* [Problem statement]: Write out the listing below in full and exactly, leaving out every picture.

* [Data excerpt]:
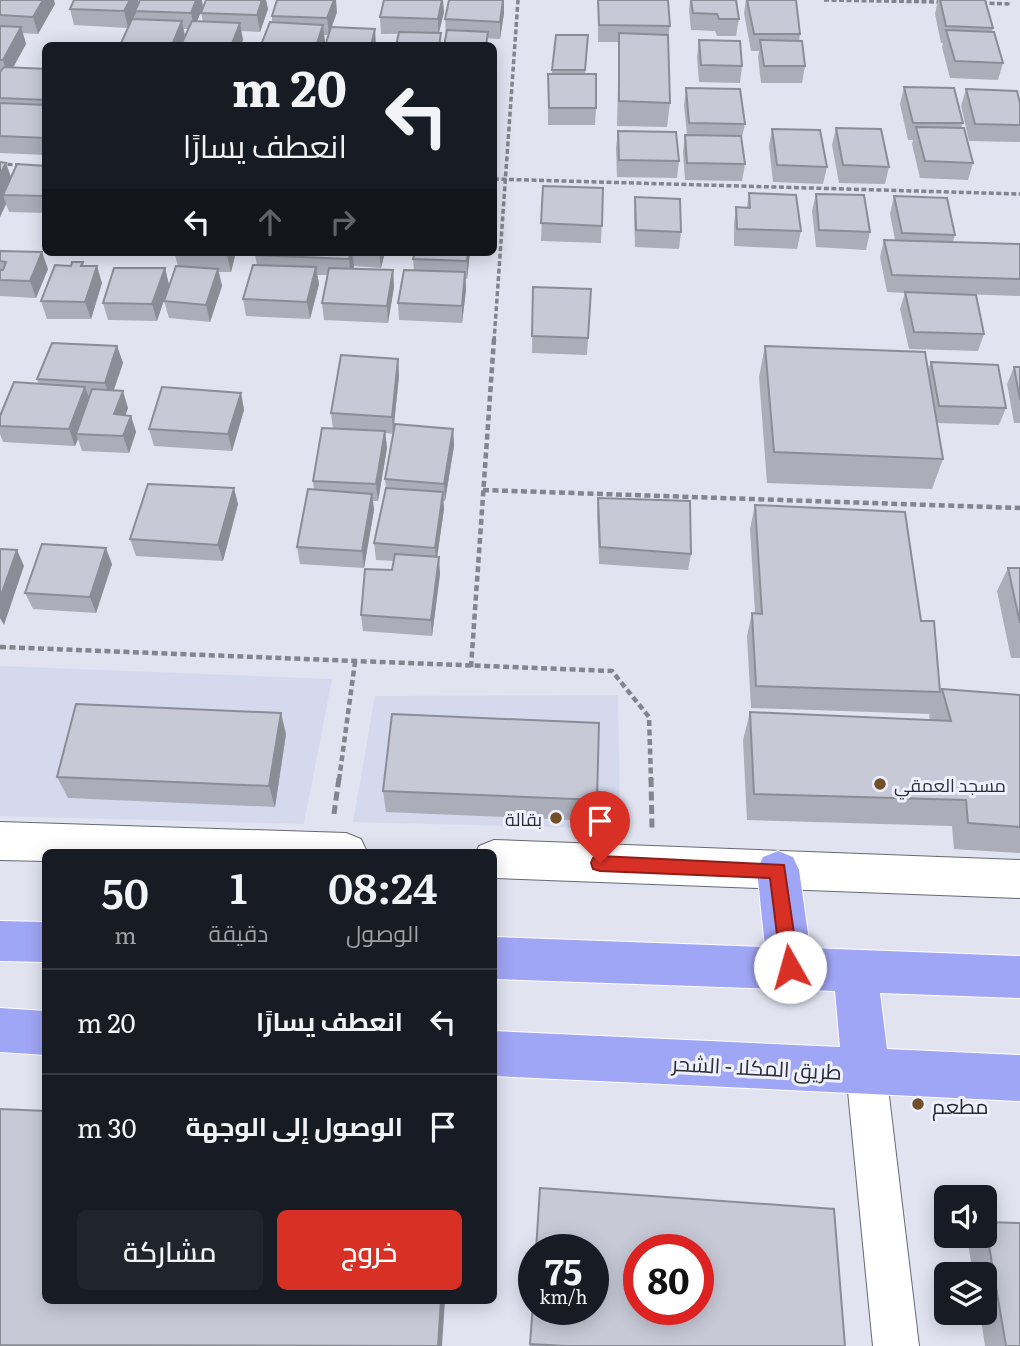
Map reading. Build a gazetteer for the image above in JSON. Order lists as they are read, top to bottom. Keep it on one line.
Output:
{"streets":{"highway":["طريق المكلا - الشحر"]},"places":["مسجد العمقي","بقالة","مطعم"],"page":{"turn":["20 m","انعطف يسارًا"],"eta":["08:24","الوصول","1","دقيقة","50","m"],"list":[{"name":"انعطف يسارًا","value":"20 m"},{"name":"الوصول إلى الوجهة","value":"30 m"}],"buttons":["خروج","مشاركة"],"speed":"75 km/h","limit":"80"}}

* [Result]:
Map reading. Build a gazetteer for the image above in JSON. Order lists as they are read, top to bottom. Keep it on one line.
Output:
{"streets":{"highway":["طريق المكلا - الشحر"]},"places":["مسجد العمقي","بقالة","مطعم"],"page":{"turn":["20 m","انعطف يسارًا"],"eta":["08:24","الوصول","1","دقيقة","50","m"],"list":[{"name":"انعطف يسارًا","value":"20 m"},{"name":"الوصول إلى الوجهة","value":"30 m"}],"buttons":["خروج","مشاركة"],"speed":"75 km/h","limit":"80"}}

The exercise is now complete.